Yes, I would not read much into it. In the end, writing "We were sort of working on it at a reasonable pace, you know, work life balance is more important to our developers than finishing a month earlier" just doesn't have the same ring to it :)
The Ethereum protocol was designed with PoS in mind and has a built-in difficulty bomb[1] to prove it. In short, this difficulty bomb makes it exponentially harder to mine ETH over time. The goal of this feature was to encourage all participants of the ecosystem to transition to PoS as quickly as possible.
Given that, the implementation has not worked out totally as expected, as the difficulty bomb has been pushed back a few times over the years. However, to answer your question, the reason they did not move faster is because this transition is hard and plays in some uncharted territory.
> Note that in the future, it is likely that Ethereum will switch to a proof-of-stake model for security, reducing the issuance requirement to somewhere between zero and 0.05X per year.

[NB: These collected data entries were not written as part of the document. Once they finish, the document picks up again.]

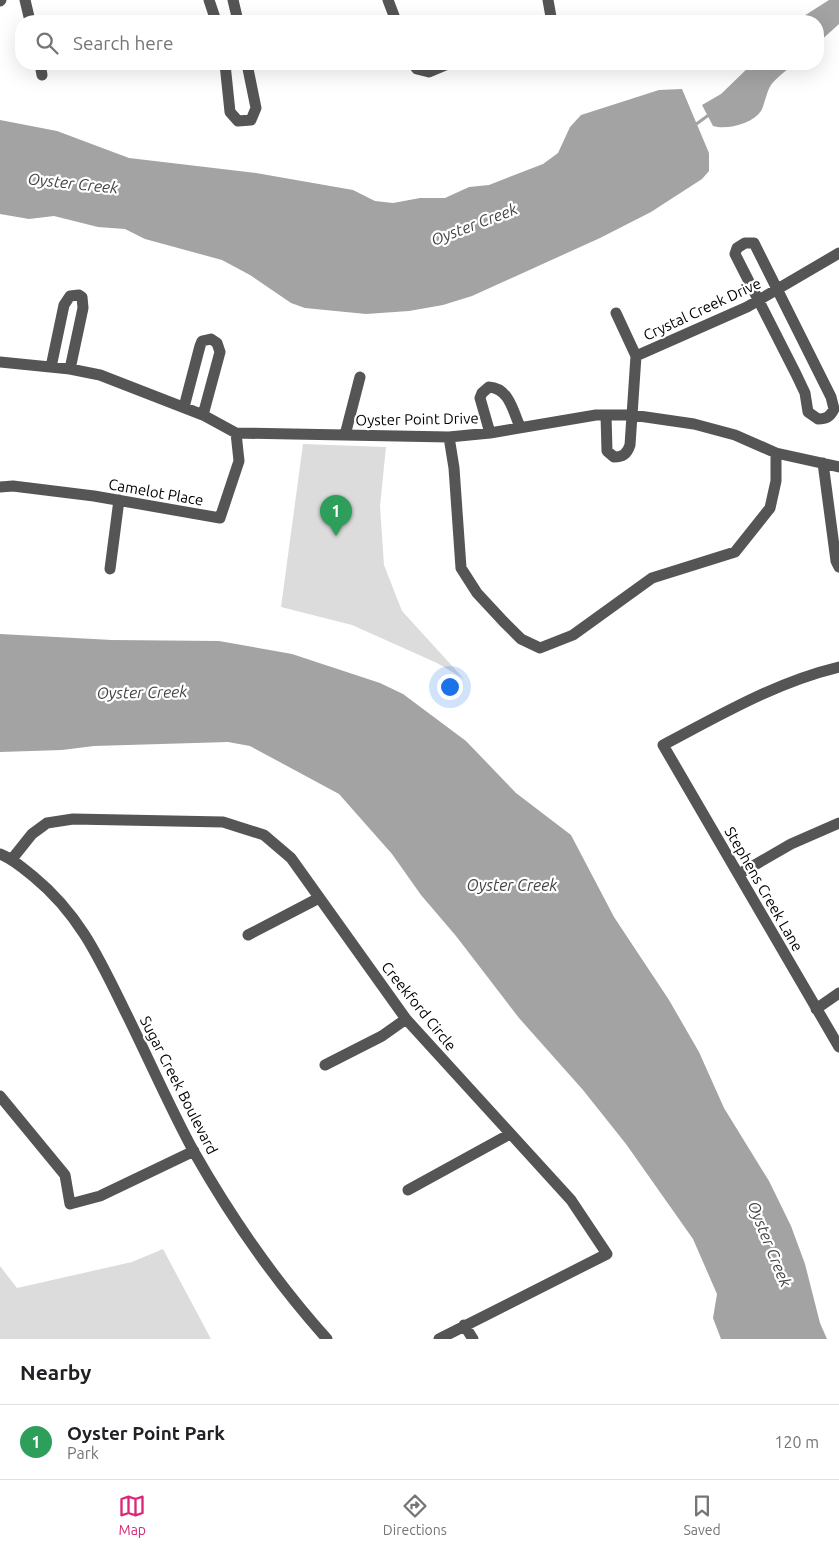 <!DOCTYPE html>
<style>
:root{--surface:#fff;--page:#f2f2f2;--text:#202124;--muted:#757577;--line:#e0e0e0;--accent:#db2777}
body{margin:0;font-family:Ubuntu,sans-serif;background:var(--page);color:var(--text)}
.you{position:absolute;left:449px;top:686px;width:18px;height:18px;margin:-12px;border:4px solid #fff;border-radius:50%;background:#1a73e8;box-shadow:0 0 0 8px #1a73e833}
.badge{display:grid;place-items:center;width:32px;height:32px;border-radius:50%;background:var(--accent);color:#fff;font-size:16px;font-weight:700}
.pin{position:absolute;translate:-50% -41px;filter:drop-shadow(0 1px 2px #0008)}
.pin::after{content:'';position:absolute;top:26px;width:18px;height:15px;background:inherit;clip-path:polygon(0 0,100% 0,50% 100%)}
.list{margin:0;padding:0;list-style:none}
h2{display:flex;justify-content:space-between;align-items:center;height:65px;margin:0;padding:0 20px;font-size:21px}
h2 small{font-size:16px;font-weight:400;color:var(--muted)}
.list li{display:grid;grid-template-columns:32px 1fr auto;gap:15px;align-items:center;box-sizing:border-box;height:75px;padding:0 20px;border-top:1px solid var(--line)}
.list b{display:block;font-size:19px;white-space:nowrap}
.list p{margin:0;font-size:16px;white-space:nowrap;color:var(--muted)}
.list em{font-size:16px;font-style:normal;color:var(--muted)}
.icon{flex:none;width:28px;height:28px;fill:none;stroke:currentColor;stroke-width:2;stroke-linecap:round;stroke-linejoin:round}
.map{position:relative;flex:none;width:839px;height:1339px;overflow:hidden}
.search{position:absolute;background:var(--surface);box-shadow:0 5px 20px #0002;left:15px;right:15px;top:15px;height:55px;display:flex;align-items:center;gap:12px;box-sizing:border-box;padding:0 18px;border-radius:20px;color:var(--muted);font-size:19px}
.sheet{height:140px;background:var(--surface)}
nav{display:flex;justify-content:space-around;align-items:center;box-sizing:border-box;height:70px;border-top:1px solid var(--line);background:var(--surface);font-size:14px;color:var(--muted)}
nav a{display:grid;justify-items:center;gap:2px}
nav .on{color:var(--accent)}
.map>svg:first-child{display:block}
.green{fill:#dcdcdc}
.water{fill:#a3a3a3}
.lines{fill:none;stroke-linecap:round;stroke-linejoin:round}
.stream{stroke:#a3a3a3;stroke-width:3}
.minor{stroke:#555;stroke-width:11}
.labels{text-anchor:middle;dominant-baseline:central;stroke-width:4.5;stroke-linejoin:round;paint-order:stroke}
.street-label{font-size:15px;fill:#000;stroke:#fff}
.water-label{font-size:16px;font-style:italic;fill:#444;stroke:#fff}
</style>
<div class="map">
<svg width="839" height="1339" viewBox="0 0 839 1339">
<rect width="100%" height="100%" fill="#fff"/>
<!-- green -->
<path class="green" d="M303,444L386,447L380,506L384,565L402,611L464,679L437,663L352,625L281,607Z
M163,1249L211,1339H0V1266L17,1288L132,1262Z"/>
<!-- water -->
<path class="water" d="M829,0H839V24L818,43V21H796Z
M752,64H794C787,70 777,77 771,85C766,93 765,104 761,111C752,124 727,130 713,126L702,105L721,94Z
M682,89L709,153V171L702,179L651,212L600,238L472,296L443,305L409,311L366,314L305,308L291,303L250,275L222,260L145,239L125,229L98,227L54,216L29,219L0,214V120L57,131L129,158L256,173L353,190L375,201L393,203L420,198H445L469,187L489,185L543,164L558,153L570,127L581,115L659,90Z
M0,634L112,640L219,641L292,654L380,683L403,694L466,741L516,793L571,835L614,917L669,1000L699,1052L724,1108L769,1181L791,1226L805,1264L820,1323L827,1339H721L713,1318L717,1294L693,1239L626,1144L583,1090L519,1018L456,936L421,895L392,854L339,794L250,746L228,742L94,746L62,750L0,752Z"/>
<g class="lines">
<!-- stream -->
<path class="stream" d="M695,125L710,114"/>
<!-- minor -->
<path class="minor" d="M25,0L30,21
M209,0L216,21
M233,0L238,21
M388,0L396,21
M0,1L1,0
M545,21L551,17L548,0
M40,64L42,75
M225,64L230,112L238,121L251,120L256,108L247,64
M413,64L417,69L429,72L448,64
M745,243H754L831,397L834,409C830,417 826,419 818,419L808,412L805,393L796,374L735,254L737,248Z
M636,356L747,307L839,253
M0,362L70,369L100,375L203,415L236,433L449,437L490,433L596,415H632L694,424L735,435L776,453L839,467
M51,367L64,305L70,296L79,295L82,297L83,308L70,369
M184,407L200,346L202,341L211,339L217,343L220,352L203,415
M606,415L607,451L614,457C623,457 627,454 630,445L636,356L616,313
M490,433L480,398L482,393L489,387C509,388 513,411 520,427
M345,435L360,377
M449,437L454,468L461,568L477,593L503,621L521,639L540,648L573,635L652,578L735,552L770,508L776,481V453
M823,463L836,561L839,567
M0,487L13,486L94,496L220,518L239,461L236,433
M110,569L119,500
M839,667C776,682 720,715 663,745L839,1047
M0,854C13,859 23,868 34,877C79,914 99,958 124,1009C148,1057 169,1106 194,1152C232,1219 276,1282 327,1339
M12,859L32,834L47,823L73,819L223,822L264,835L291,858L406,1019L571,1200L607,1254L439,1339
M739,874L791,844L839,823
M248,935L319,898
M816,1009L839,993
M325,1065L382,1036L406,1019
M0,1096L65,1175L70,1204L100,1196L194,1151
M408,1190L510,1134
M464,1325L473,1339"/>
</g>
<g class="labels">
<!-- street labels -->
<g class="street-label">
<text transform="translate(702 309) rotate(-25)">Crystal Creek Drive</text>
<text transform="translate(417 419) rotate(-1)">Oyster Point Drive</text>
<text transform="translate(156 492) rotate(10)">Camelot Place</text>
<text transform="translate(764 889) rotate(60)">Stephens Creek Lane</text>
<text transform="translate(419 1006) rotate(51)">Creekford Circle</text>
<text transform="translate(179 1085) rotate(63)">Sugar Creek Boulevard</text>
</g>
<!-- water labels -->
<g class="water-label">
<text transform="translate(73 183) rotate(6)">Oyster Creek</text>
<text transform="translate(474 224) rotate(-21)">Oyster Creek</text>
<text transform="translate(142 692) rotate(-1)">Oyster Creek</text>
<text x="512" y="885">Oyster Creek</text>
<text transform="translate(770 1244) rotate(68)">Oyster Creek</text>
</g>
</g>
</svg>
<div class="you"></div>
<div class="pin badge" style="left:336px;top:536px;background:#2e9e5b">1</div>
<div class="search"><svg class="icon" aria-label="search" viewBox="0 0 24 24"><circle cx="10" cy="10" r="6"/><path d="M15 15l6 6"/></svg>Search here</div>
</div>
<section class="sheet">
<h2>Nearby<small></small></h2>
<ul class="list">
<li><span class="badge" style="background:#2e9e5b">1</span><div><b>Oyster Point Park</b><p>Park</p></div><em>120 m</em></li>
</ul>
</section>
<nav>
<a class="on"><svg class="icon" aria-label="map" viewBox="0 0 24 24"><path d="M3 6l6-2 6 2 6-2v14l-6 2-6-2-6 2zM9 4v14M15 6v14"/></svg>Map</a>
<a><svg class="icon" aria-label="directions" viewBox="0 0 24 24"><path d="M12 3l9 9-9 9-9-9zM9 14v-3h6M13 9l2 2-2 2"/></svg>Directions</a>
<a><svg class="icon" aria-label="saved" viewBox="0 0 24 24"><path d="M7 4h10v16l-5-4-5 4z"/></svg>Saved</a>
</nav>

It absolutely was, Peercoin (PPC), and even DPoS (BTS) predates ethereum too. What are they worth today? PoS is a scam -- also Diem is worse -- it is dystopia.
This has been the plan for a long time. But this is like Google deciding to switch to Microsoft Windows, it's not something they can just decide to do one day. There's a process. It's a massive effort and hundreds of billions of dollars are on the line.
Only time will be able to arbitrate this one, but we have consistently pushed out time-lines to ensure that Ethereum remains safe. Ethereum core development definitely favours partition tolerance and safety over liveness.
Overtime != overwork. You've probably programmed something, at some point, where you were excited to work on it from morning to night? Where you lose track of hours, forget to eat meals and completely in the zone? That could easily be the case with these engineers, working on such a historical project and consequential update.
I have been in that zone for two or three day stretches, but never beyond, and never in sync with a full team. I have experienced two forms of team wide over-time in my career. The first lasted (for me) about seven months, then I quit. I couldn't take in anymore and the project (large team, 150 people) was on fire. That was completely unsustainable. The second form was a periodic event that happened every two years when we released a new silicon design (chip vendor). The day that the first silicon was mounted onto boards began a cycle of ten to twelve days, 14 hours a day, lunch and dinner being one hour status briefings. All hands on deck. At the end of those ten or twelve days, either the silicon was fully validated, or all its known flaws were identified. And everybody on the team took a couple days off to breath. That was sustainable because it was infrequent, planned, and closed ended. I went through four of those cycles. They were exhausting and thrilling at the same time. And thankfully, infrequent and closed ended. There was always a light at the end of the tunnel.
This is a different dynamic than traditional organization. It's decentralized with contributors around the world. You have no idea how much others are working and many are contributing because it's something they're passionate about.
> Otherwise, theoretically you can "overwork" i.e. (work more than standard 40 hour weeks or some standard of work hours) whatever without compromise
That's simply not true. Humans aren't machines. Productivity falls off a cliff after 50 hours, and after 55 you may as well not even be in the office. There are diminishing returns with "overwork"ing.
On paper, sure. In practice, having people overworked leads to compromises you never intend to make, simply due to exhaustion and burden clouding judgement values.
Every software error? True. But essentially every software error, especially errors of significance? Untrue. The Space Shuttle control software was famous for its rigorous process control, and deliberately written in a language difficult to introduce bugs in. Over decades of development and 420,000 total lines of code, it appears that a total of 17 bugs ever made it into software used during a launch, with an average of about 1 bug at a time existing in the codebase. Processes to prevent errors from being introduced played a huge part in this, but the comprehensive verification and simulation process was also necessary to achieve such a low defect rate.
The NASA Manager’s Handbook for Software Development from 1990 is a great resource. We have better techniques for some areas now but most of it still holds up.
But I feel it fair to consider an organization like NASA as an exemption from the norm. This level of detailed error catching doesn't make sense for, say, a facebook clone startup.
That said, someone should send this comment to a Tesla engineer.
That makes sense, but the point is that it's still a compromise. Even if we're saying that people can work overtime to get things done, there's typically diminishing returns on each additional hour worked, and still no guarantee that quality hasn't been impacted.
If you ask people to work 12 hour days instead of 8 days, does each day provide 8 hours worth of work, 12 hours worth of work, or another value? Can we reliably say that any problems arising from working over 12 hour days are caught and handled at the same level as they would be if people were working 8 hour days?
Overworking your engineers will most definitely lead to compromises.
But good to see that Ethereum came to their senses and are serious about reducing the environmental impact they have.